Alexander disease is a rare neurodegenerative disease; it falls into the category of leukodystrophies, a group of rare and inherited neurological disorders that result from problems in myelin, or the brain's "white matter".

However, the condition is more of a disease of astrocytes (an astrogliopathy) than a white matter disease (leukodystrophy). It is named after the physician W. Stewart Alexander who first described the condition in 1949.

In Alexander disease, the destruction of white matter is accompanied by the formation of Rosenthal fibres, unusual lumps of protein that accumulate in astrocytes, or non-nerve cells of the brain, leading to improper functioning of the nervous system. [1]

The condition is commonly found in infants as the symptoms start to show during the first two years of life. However, the symptoms can begin at any stage of life. The condition, if found in infantile form (0-1 years), may be fatal and cause the deaths of the majority of children before they reach the age of six. The disorder progresses more slowly and over a longer period of time in juvenile and adult-onset forms.

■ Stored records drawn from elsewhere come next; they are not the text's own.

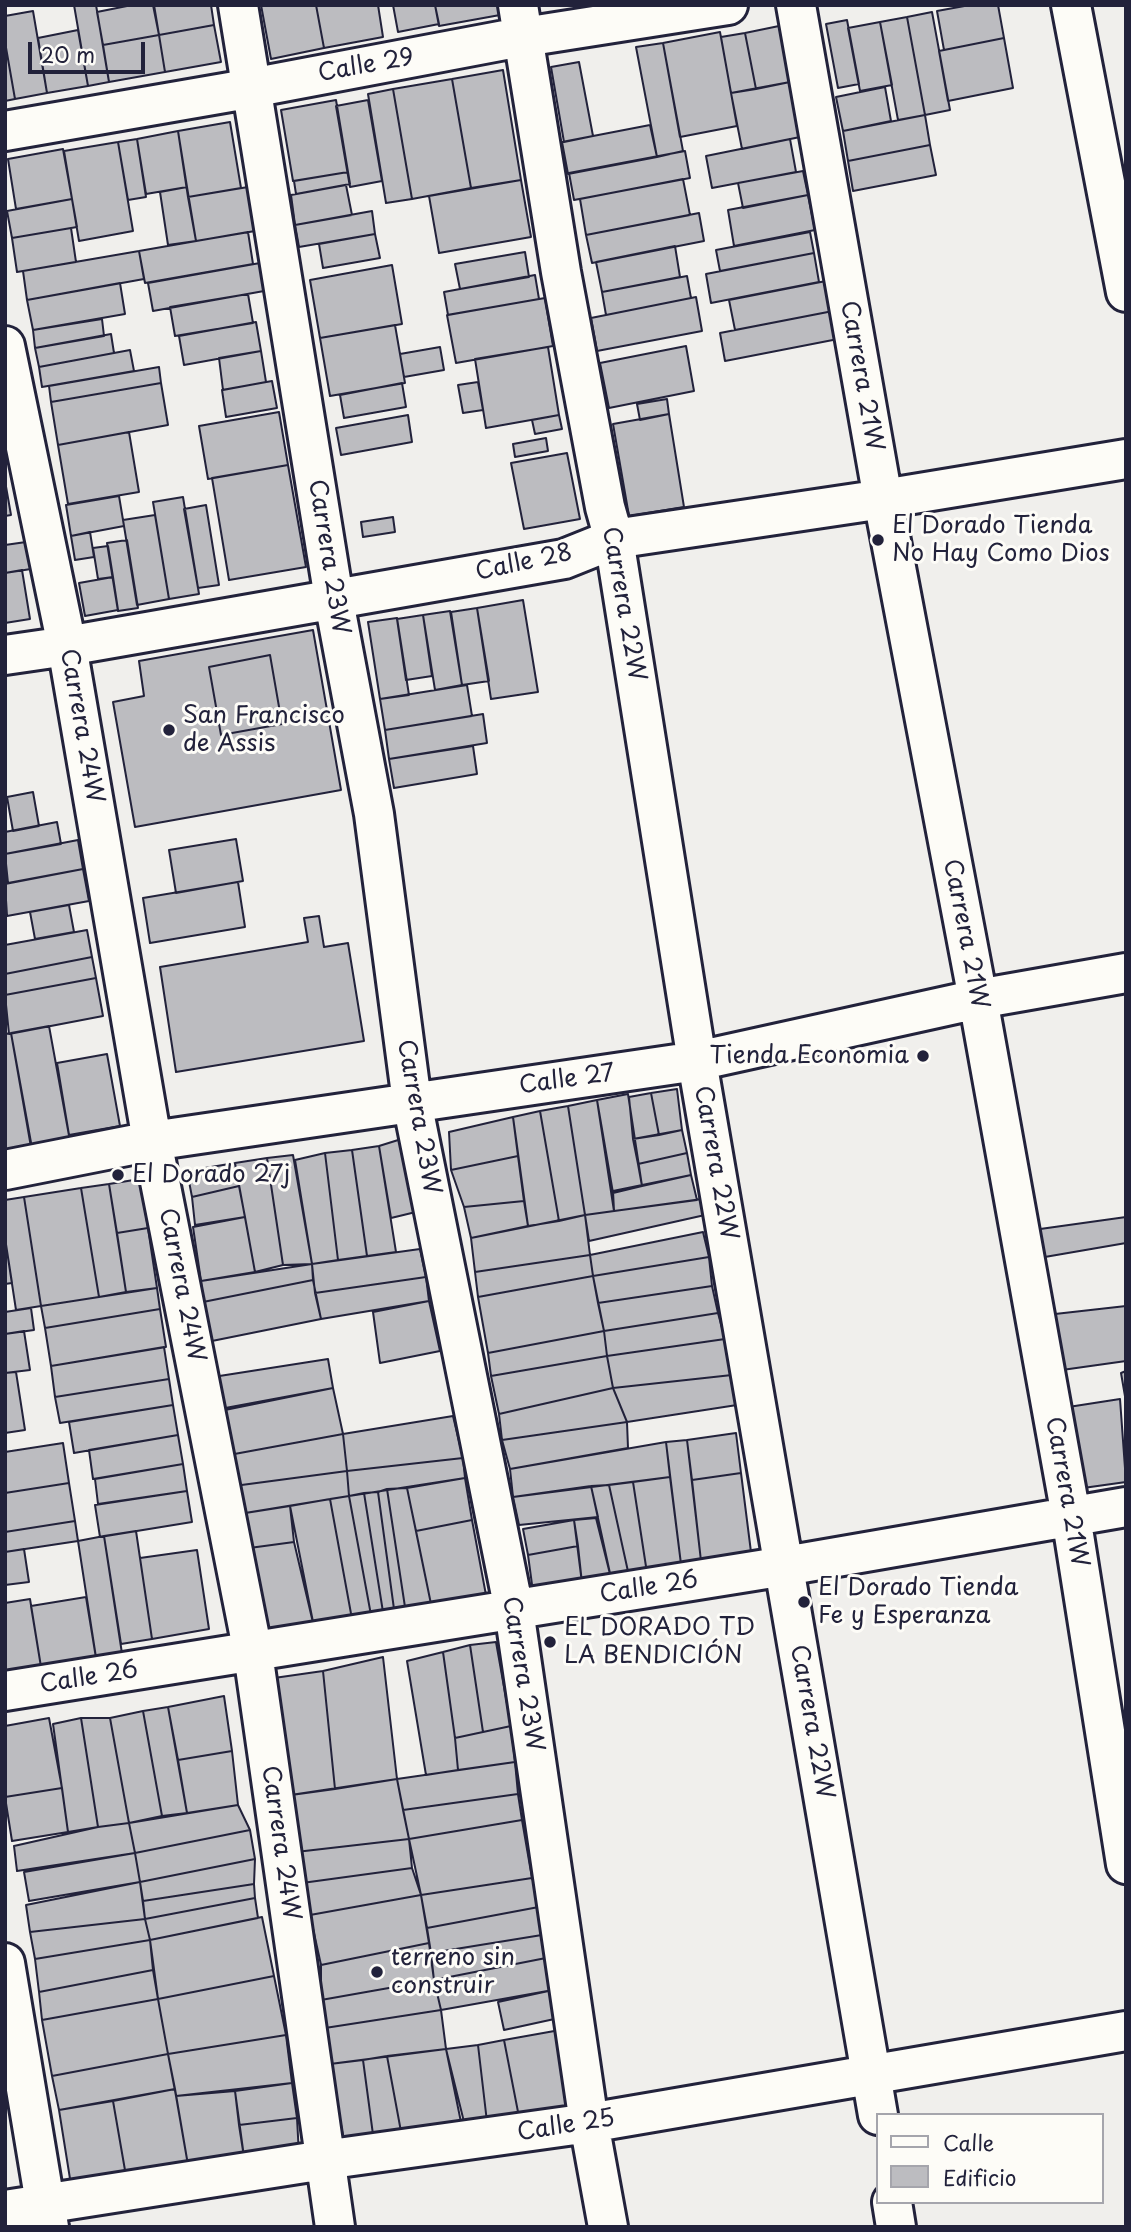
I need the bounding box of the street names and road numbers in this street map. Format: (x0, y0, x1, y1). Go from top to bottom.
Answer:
street label: Calle 29 (316, 43, 416, 89)
street label: Carrera 21W (834, 299, 888, 453)
street label: Carrera 23W (302, 477, 354, 637)
street label: Carrera 22W (595, 525, 651, 683)
street label: Calle 28 (473, 539, 575, 587)
street label: Carrera 24W (53, 647, 109, 805)
street label: Carrera 21W (936, 857, 994, 1011)
street label: Carrera 23W (390, 1037, 446, 1197)
street label: Calle 27 (517, 1059, 617, 1101)
street label: Carrera 22W (687, 1084, 743, 1242)
street label: Carrera 24W (152, 1206, 210, 1364)
street label: Carrera 21W (1039, 1415, 1093, 1569)
street label: Calle 26 (598, 1566, 700, 1610)
street label: Carrera 23W (496, 1594, 548, 1754)
street label: Carrera 22W (783, 1643, 839, 1801)
street label: Calle 26 (38, 1656, 140, 1700)
street label: Carrera 24W (255, 1764, 305, 1922)
street label: Calle 25 (515, 2104, 617, 2148)

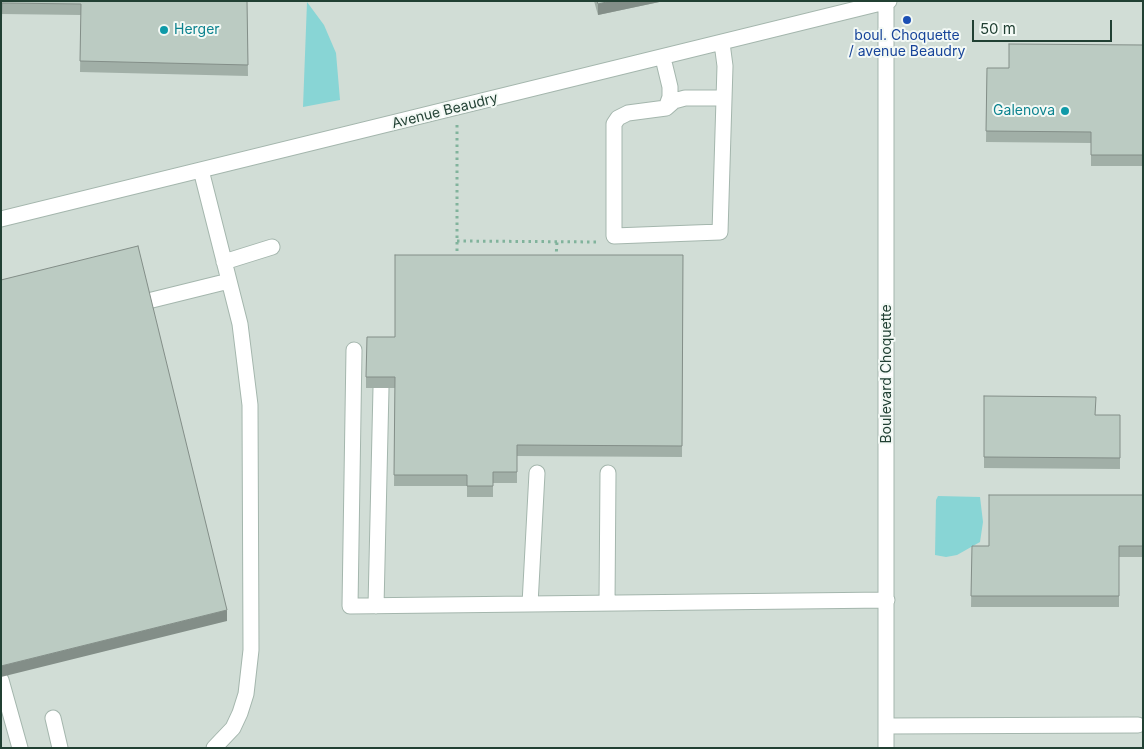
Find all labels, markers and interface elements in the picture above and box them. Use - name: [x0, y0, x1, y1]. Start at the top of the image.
- scale bar: [974, 10, 1114, 42]
- marker: boul. Choquette / avenue Beaudry: [901, 14, 913, 26]
- text: 50 m: [980, 19, 1016, 38]
- place label: Herger: [174, 22, 220, 38]
- marker: Herger: [158, 24, 170, 36]
- place label: boul. Choquette / avenue Beaudry: [849, 28, 965, 60]
- street label: Avenue Beaudry: [390, 90, 500, 132]
- place label: Galenova: [993, 103, 1055, 119]
- marker: Galenova: [1059, 105, 1071, 117]
- street label: Boulevard Choquette: [879, 304, 895, 444]

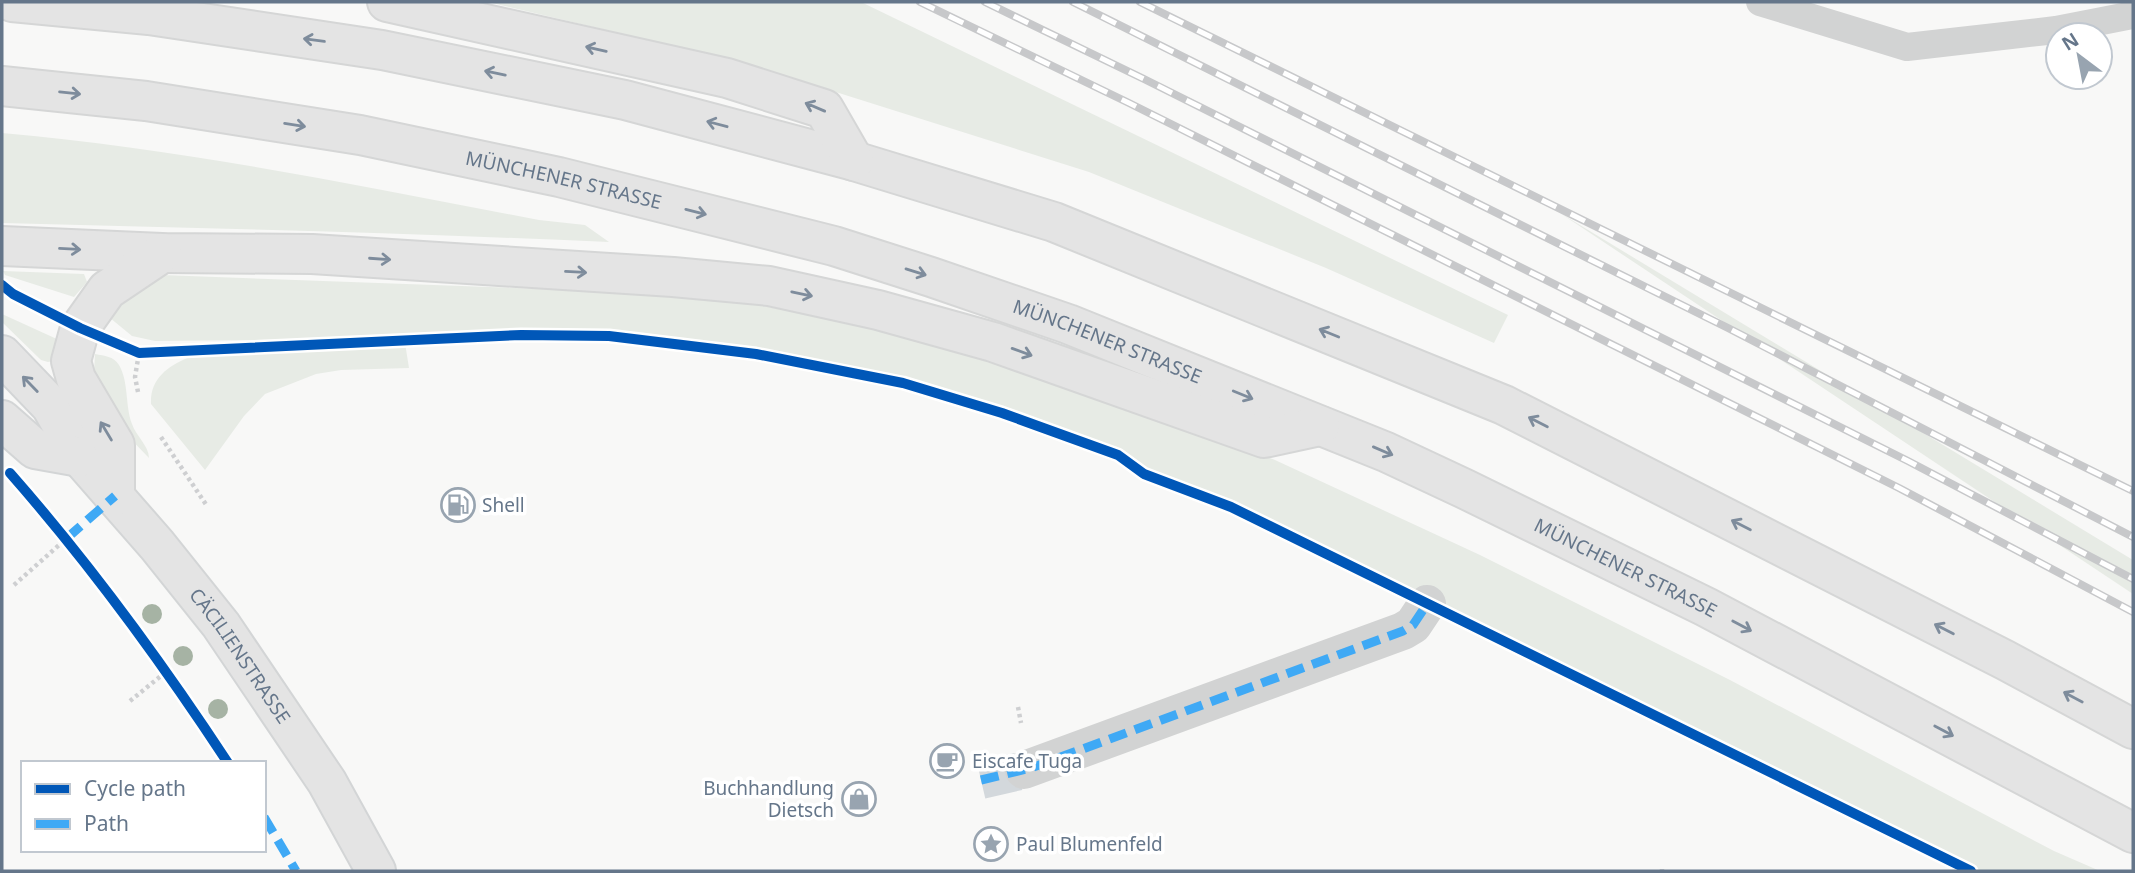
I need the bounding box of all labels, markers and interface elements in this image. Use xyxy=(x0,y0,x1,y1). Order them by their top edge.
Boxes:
north arrow xyxy=(2044,21,2114,91)
text: N xyxy=(2057,26,2083,57)
one-way arrow xyxy=(304,33,326,46)
one-way arrow xyxy=(585,42,608,55)
one-way arrow xyxy=(484,66,507,80)
one-way arrow xyxy=(58,87,80,100)
one-way arrow xyxy=(805,100,826,113)
one-way arrow xyxy=(706,117,728,130)
one-way arrow xyxy=(283,119,306,132)
street label: MÜNCHENER STRASSE xyxy=(463,145,664,215)
one-way arrow xyxy=(684,206,707,219)
one-way arrow xyxy=(58,243,81,256)
one-way arrow xyxy=(369,253,391,266)
one-way arrow xyxy=(564,266,587,279)
one-way arrow xyxy=(904,267,926,279)
one-way arrow xyxy=(790,287,813,301)
street label: MÜNCHENER STRASSE xyxy=(1010,293,1206,390)
one-way arrow xyxy=(1319,325,1341,338)
one-way arrow xyxy=(1010,347,1032,359)
one-way arrow xyxy=(21,376,38,393)
one-way arrow xyxy=(1232,389,1253,402)
one-way arrow xyxy=(1528,415,1549,429)
one-way arrow xyxy=(99,421,113,441)
one-way arrow xyxy=(1372,445,1393,458)
fuel station icon: Shell xyxy=(439,486,477,524)
place label: Shell xyxy=(482,492,525,518)
street label: MÜNCHENER STRASSE xyxy=(1530,512,1722,624)
one-way arrow xyxy=(1731,518,1752,532)
street label: CÄCILIENSTRASSE xyxy=(183,583,297,729)
one-way arrow xyxy=(1731,619,1752,633)
one-way arrow xyxy=(1934,621,1955,635)
one-way arrow xyxy=(2063,690,2084,703)
one-way arrow xyxy=(1933,724,1953,738)
cafe icon: Eiscafe Tuga xyxy=(928,742,966,780)
place label: Eiscafe Tuga xyxy=(972,748,1082,774)
legend xyxy=(21,761,266,852)
text: Cycle path xyxy=(84,774,186,802)
place label: Buchhandlung Dietsch xyxy=(703,775,834,823)
shop icon: Buchhandlung Dietsch xyxy=(840,780,878,818)
text: Path xyxy=(84,809,129,837)
place icon: Paul Blumenfeld xyxy=(972,825,1010,863)
place label: Paul Blumenfeld xyxy=(1016,831,1163,857)

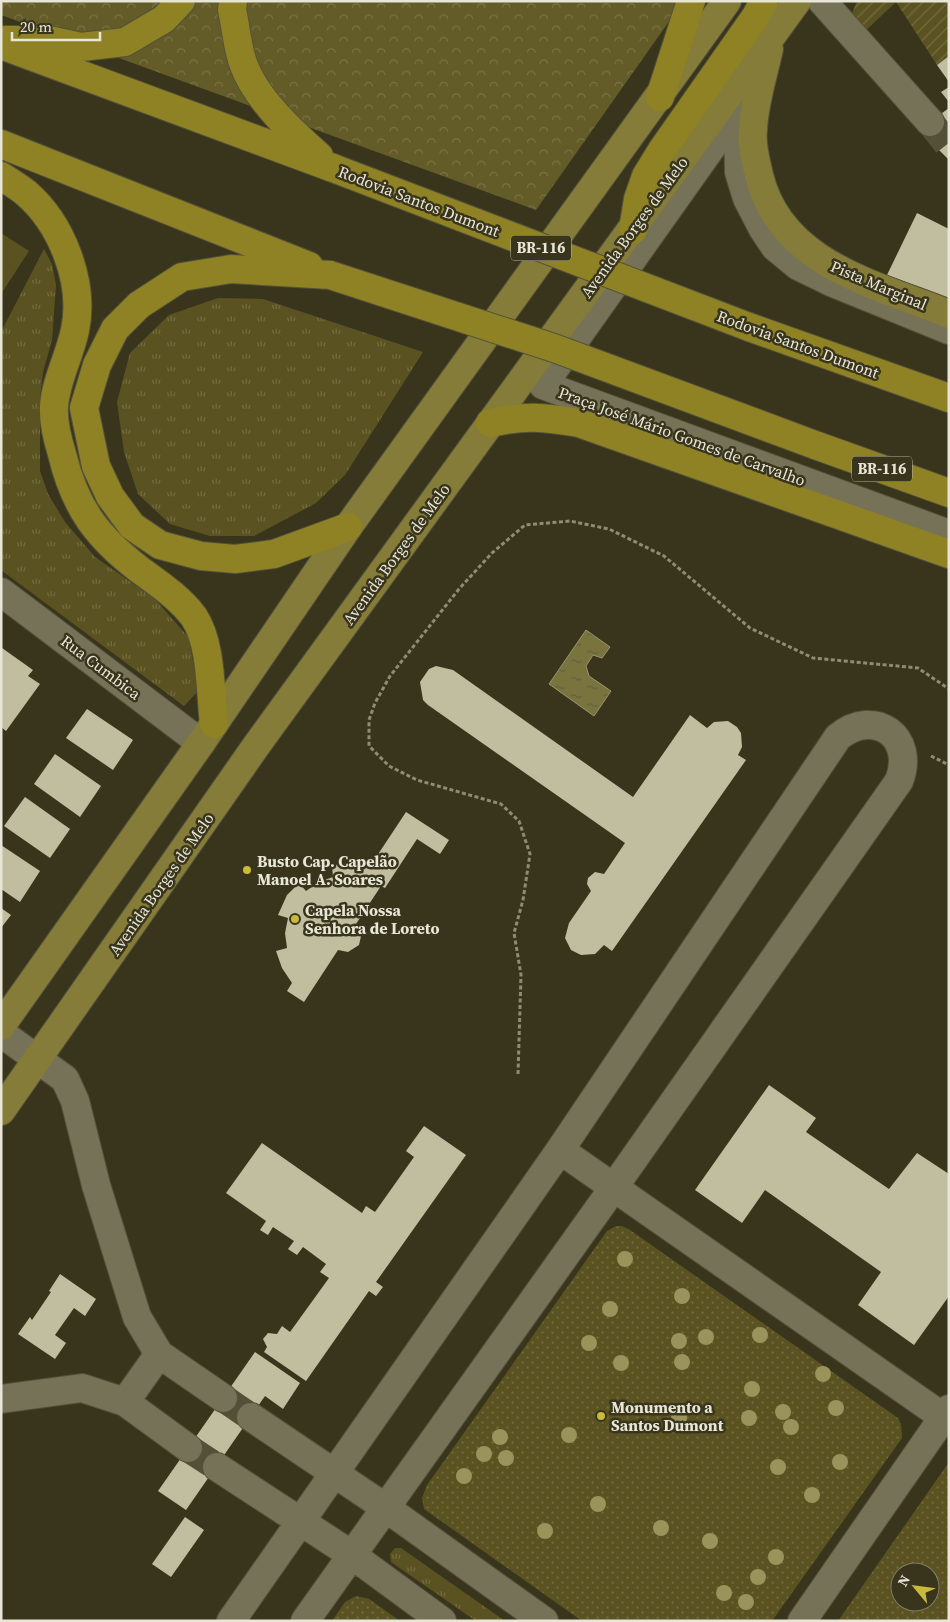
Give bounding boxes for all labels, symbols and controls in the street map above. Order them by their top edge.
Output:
scale bar [12,10,100,42]
text: 20 m [20,16,52,37]
street label: Avenida Borges de Melo [575,152,693,302]
street label: Rodovia Santos Dumont [335,160,503,242]
road number: BR-116 [511,236,571,260]
street label: Pista Marginal [827,255,931,315]
street label: Rodovia Santos Dumont [714,304,883,384]
street label: Praça José Mário Gomes de Carvalho [555,381,809,491]
road number: BR-116 [852,456,912,482]
street label: Avenida Borges de Melo [337,479,455,629]
street label: Rua Cumbica [56,630,146,705]
street label: Avenida Borges de Melo [103,808,219,960]
place label: Busto Cap. Capelão Manoel A. Soares [257,850,397,890]
marker: Busto Cap. Capelão Manoel A. Soares [241,864,253,876]
place label: Capela Nossa Senhora de Loreto [305,899,440,939]
marker: Capela Nossa Senhora de Loreto [289,913,301,925]
place label: Monumento a Santos Dumont [611,1396,724,1436]
marker: Monumento a Santos Dumont [595,1410,607,1422]
north arrow [890,1562,940,1612]
text: N [892,1571,915,1590]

Take a look at the details of Alexander disease.

Causes Of Alexander Disease

According to a study, Alexander disease is primarily caused by mutations in the gene GFAP, which stands for glial fibrillary acidic protein. [2] The gene serves an important function in the development of cell structures of the brain and central nervous system. Also, the levels of GFAP in the blood indicated injury or damage to the brain or CNS. [3]

Normal levels of GFAP is good for the brain, however, the mutation causes excess production of the same and results in accumulation of the proteins, leading to damage of the brain cells and myelin.

The gene mutation associated with Alexander disease is not usually inherited from a parent. It is often a sudden mutation that occurs in the individual who develops the syndrome. Some cases of Alexander disease are due to the passage of mutated gene from the affected parent.

Symptoms Of Alexander Disease

There are four forms of Alexander disease and symptoms usually occur according to these forms: neonatal, infantile, juvenile and adult.

Symptoms of neonatal form usually begin in the first 30 days after the delivery. They include: [4]

  • Hypotonia or decreased muscle tone.
  • Myoclonus or sudden involuntarily jerking of muscles.
  • Developmental delay.
  • Seizures
  • Vomiting
  • Gastroesophageal reflux.
  • Megalencephaly, characterised by large and heavy malfunctioned brain.

Note: Alexander disease in neonates could be severe and may cause death within two years.

Symptoms of the infantile form may include:

  • Delay in the acquisition of new skills.
  • Seizures
  • Muscle spasms.
  • Stiffness in the legs and arms.
  • Difficulties with weight gain.

Symptoms of the juvenile form may include:

  • Mild language delay.
  • Speech-related problems.
  • Problems in acquiring language.
  • Hypophonia or vocal cord dysfunction.
  • Vomiting
  • Autonomic dysfunction

Symptoms of the adult form may include:

  • Palatal myoclonus or rhythmic clicking sound in the ear.
  • Slow speech.
  • Hyperreflexia, overresponsive or overactive reflexes.
  • Problems with balanced walking or swallowing.
  • Sleep apnea
  • Muscle weakness in both hands and legs.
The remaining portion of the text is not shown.